Get The Best Advice If You Are Planning On Keeping Chickens And Building A Coop

Nov 4, 2020

A newly launched guide is designed to inspire people to build their own chicken coop at home. The guide says chickens are vulnerable to predators at night and in the day, which is why they require a sheltered home.

Are you thinking about keeping chickens at home? Have you considered where you might keep them? Do you know chicken coops provide safety from animals, the elements, and vehicles? Do you want to be inspired to build a DIY chicken coop at home? If you have answered ‘yes,’ this is the guide for you! 

A new guide has been launched to help and inspire you if you want to build your own chicken coop. The guide is reflective of the fact millennial interests have shifted and we are increasingly focused on becoming self-reliant instead of relying on supermarkets and large corporations.

You can read the guide in full at

In case you are wondering, the newly launched guide is informative and provides considerations for you before you go out and buy your own chickens.
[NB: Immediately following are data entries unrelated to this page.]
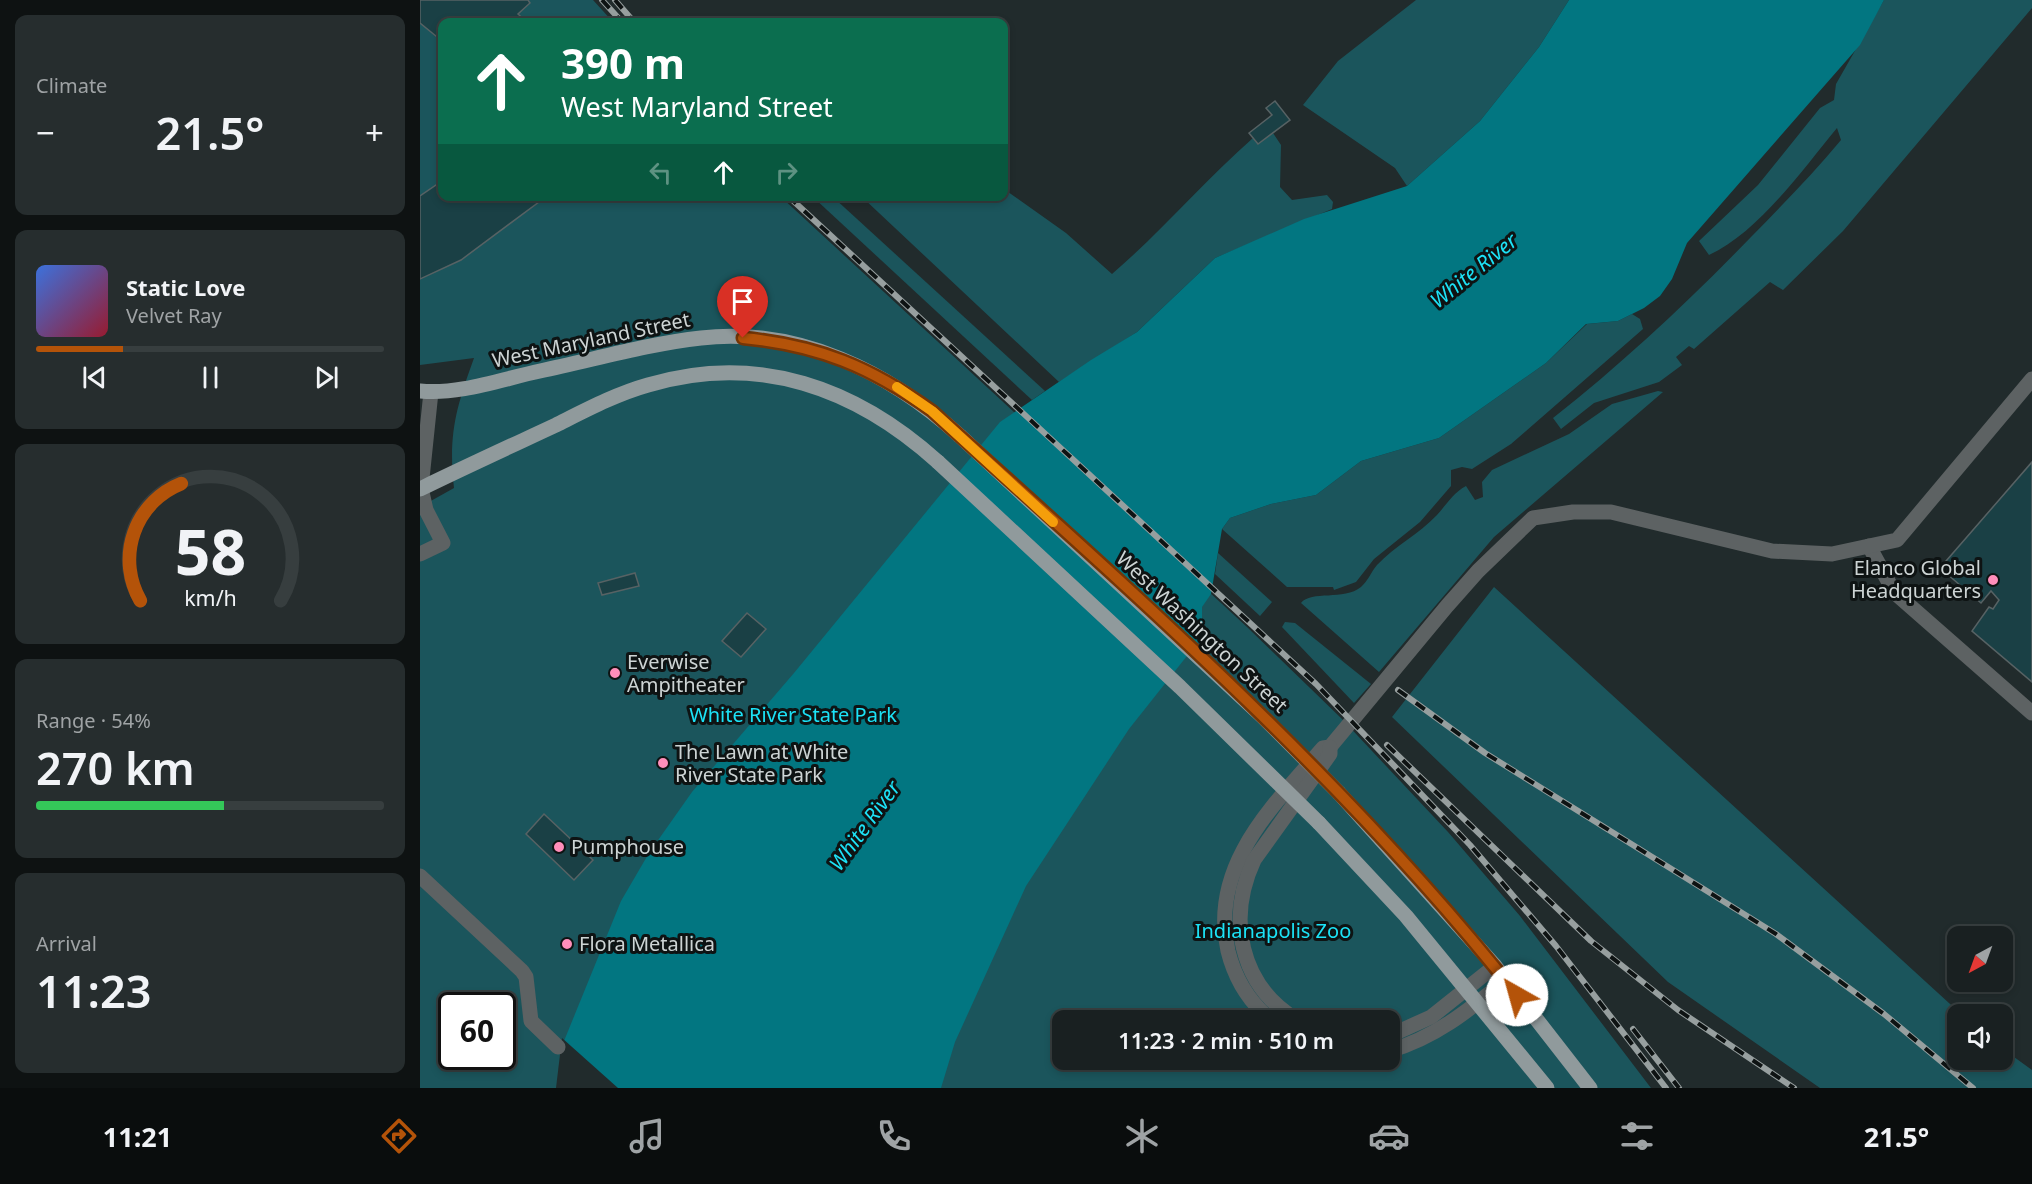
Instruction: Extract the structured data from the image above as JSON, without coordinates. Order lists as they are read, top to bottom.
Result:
{
  "streets": {
    "main road": ["West Maryland Street", "West Washington Street"]
  },
  "crossings": [
    ["West Maryland Street", "West Washington Street"]
  ],
  "water": ["White River"],
  "parks": ["White River State Park", "Indianapolis Zoo"],
  "places": [
    "Elanco Global Headquarters",
    "Everwise Ampitheater",
    "The Lawn at White River State Park",
    "Pumphouse",
    "Flora Metallica"
  ],
  "north": "bottom left",
  "page": {
    "tile": [
      "Climate",
      ["Range · 54%", "270 km"],
      ["Arrival", "11:23"]
    ],
    "turn": ["390 m", "West Maryland Street"],
    "heat": ["−", "21.5°", "+"],
    "song": ["Static Love", "Velvet Ray"],
    "limit": "60",
    "trip": "11:23 · 2 min · 510 m",
    "tabs": ["11:21", "21.5°"],
    "gauge": ["58", "km/h"]
  }
}
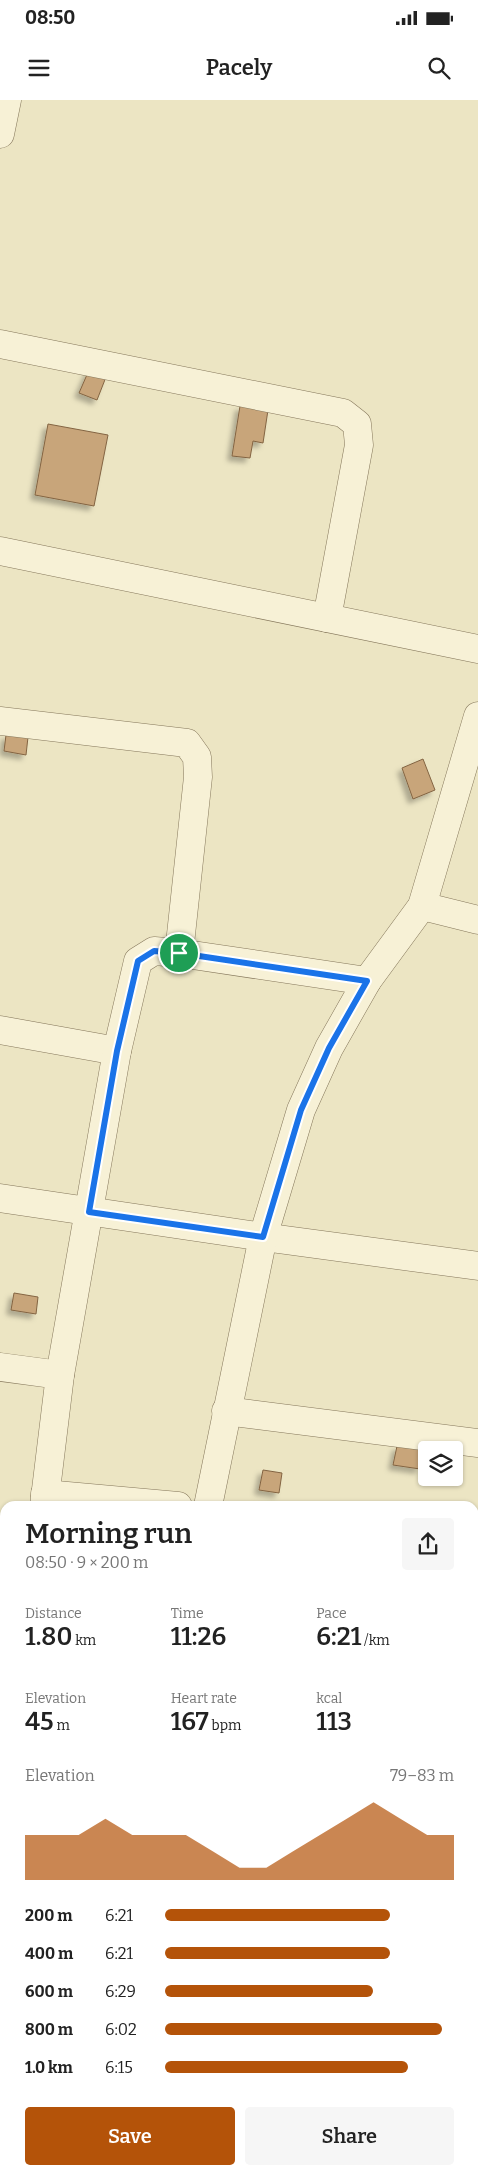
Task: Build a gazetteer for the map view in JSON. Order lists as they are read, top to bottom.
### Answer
{
  "page": {
    "status": "08:50",
    "header": "Pacely",
    "heading": ["Morning run", "08:50 · 9 × 200 m"],
    "stats": [
      ["Distance", "1.80 km"],
      ["Time", "11:26"],
      ["Pace", "6:21 /km"],
      ["Elevation", "45 m"],
      ["Heart rate", "167 bpm"],
      ["kcal", "113"]
    ],
    "chart": ["Elevation", "79–83 m"],
    "list": [
      {
        "name": "200 m",
        "note": "6:21"
      },
      {
        "name": "400 m",
        "note": "6:21"
      },
      {
        "name": "600 m",
        "note": "6:29"
      },
      {
        "name": "800 m",
        "note": "6:02"
      },
      {
        "name": "1.0 km",
        "note": "6:15"
      }
    ],
    "buttons": ["Save", "Share"]
  }
}
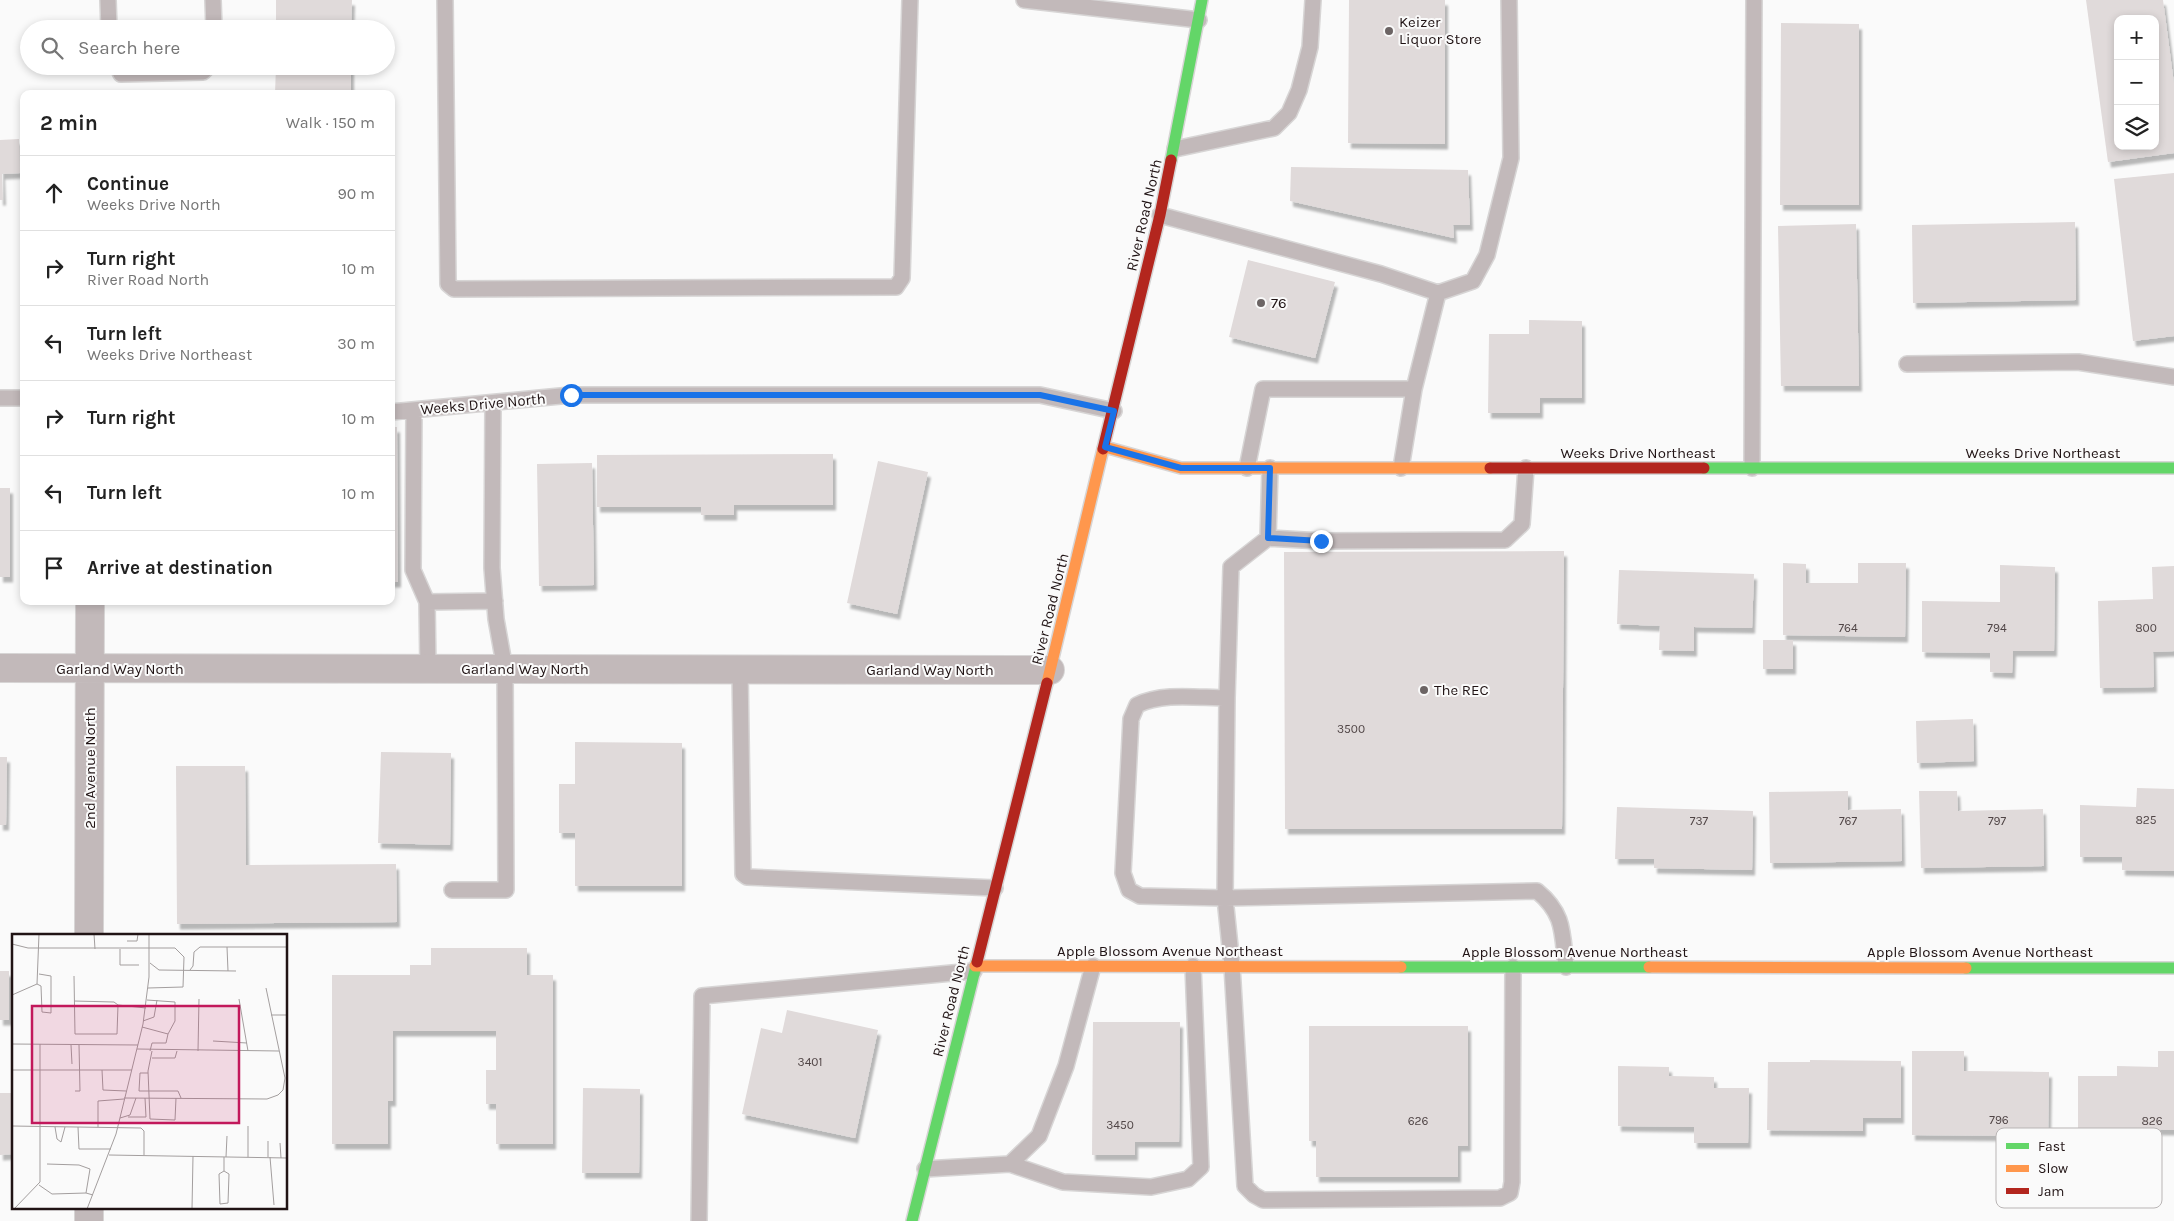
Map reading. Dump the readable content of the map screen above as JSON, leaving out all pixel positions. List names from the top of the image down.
{
  "streets": {
    "street": [
      "River Road North",
      "Weeks Drive Northeast",
      "Garland Way North",
      "2nd Avenue North",
      "Apple Blossom Avenue Northeast"
    ],
    "lane": ["Weeks Drive North"]
  },
  "crossings": [
    ["River Road North", "Weeks Drive North"],
    ["River Road North", "Weeks Drive Northeast"],
    ["River Road North", "Garland Way North"],
    ["River Road North", "Apple Blossom Avenue Northeast"],
    ["Garland Way North", "2nd Avenue North"]
  ],
  "places": ["Keizer Liquor Store", "76", "The REC"],
  "house_numbers": [
    "764",
    "794",
    "800",
    "3500",
    "825",
    "737",
    "767",
    "797",
    "3401",
    "796",
    "626",
    "826",
    "3450"
  ],
  "legend": ["Fast", "Slow", "Jam"],
  "page": {
    "map_buttons": ["+", "−"],
    "search": "Search here",
    "heading": ["2 min", "Walk · 150 m"],
    "list": [
      ["Continue", "Weeks Drive North", "90 m"],
      ["Turn right", "River Road North", "10 m"],
      ["Turn left", "Weeks Drive Northeast", "30 m"],
      ["Turn right", "10 m"],
      ["Turn left", "10 m"],
      "Arrive at destination"
    ]
  }
}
It says if you are planning on owning chickens, you will require a place to keep them. While coops can be bought ready to use, it can be rewarding to build your hens a home from scratch.

Chicken coops are important for two key reasons, firstly they provide safety from predators, the weather, and vehicles. Secondly, having a chicken coop can make it easier for you to find any eggs that are laid. As you may know, chickens are happy to spend their days roaming around, scratching and pecking wherever they go.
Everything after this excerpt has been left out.